### PROVIDED MATERIAL

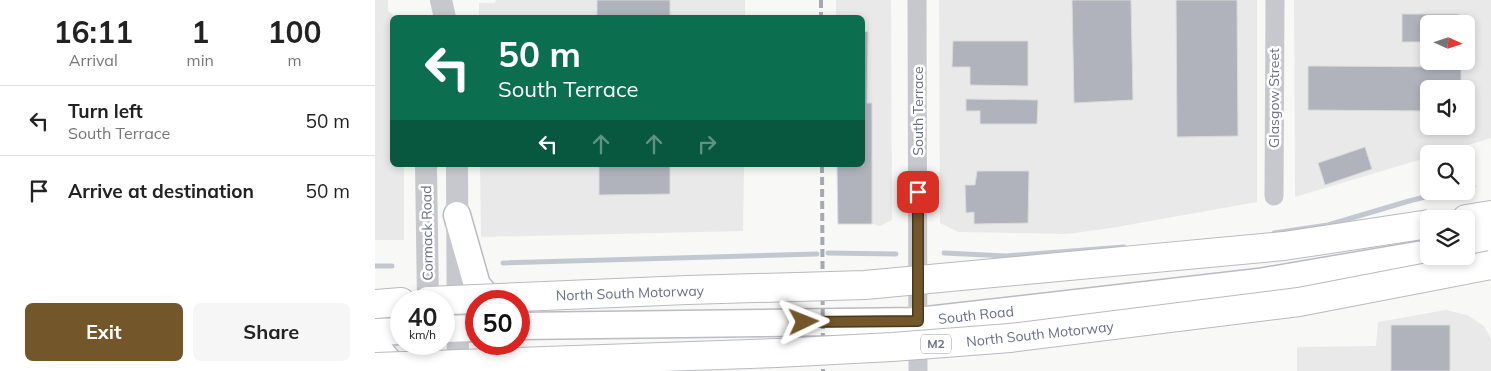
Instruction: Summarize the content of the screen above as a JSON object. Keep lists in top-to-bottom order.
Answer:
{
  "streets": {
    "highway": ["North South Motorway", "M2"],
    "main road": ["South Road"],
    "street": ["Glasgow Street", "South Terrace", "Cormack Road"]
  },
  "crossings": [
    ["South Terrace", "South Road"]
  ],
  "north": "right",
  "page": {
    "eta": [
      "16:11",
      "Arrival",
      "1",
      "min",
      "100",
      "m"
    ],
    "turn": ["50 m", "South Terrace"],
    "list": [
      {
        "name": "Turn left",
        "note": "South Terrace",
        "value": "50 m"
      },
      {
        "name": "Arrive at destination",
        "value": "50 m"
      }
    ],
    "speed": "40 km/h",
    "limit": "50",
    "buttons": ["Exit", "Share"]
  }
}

######

▶ [WHAT YOU HAVE TO DO]: Reproduce the lines above letter for letter. The pictures stay behind.

▶ [ANSWER]:
Instruction: Summarize the content of the screen above as a JSON object. Keep lists in top-to-bottom order.
Answer:
{
  "streets": {
    "highway": ["North South Motorway", "M2"],
    "main road": ["South Road"],
    "street": ["Glasgow Street", "South Terrace", "Cormack Road"]
  },
  "crossings": [
    ["South Terrace", "South Road"]
  ],
  "north": "right",
  "page": {
    "eta": [
      "16:11",
      "Arrival",
      "1",
      "min",
      "100",
      "m"
    ],
    "turn": ["50 m", "South Terrace"],
    "list": [
      {
        "name": "Turn left",
        "note": "South Terrace",
        "value": "50 m"
      },
      {
        "name": "Arrive at destination",
        "value": "50 m"
      }
    ],
    "speed": "40 km/h",
    "limit": "50",
    "buttons": ["Exit", "Share"]
  }
}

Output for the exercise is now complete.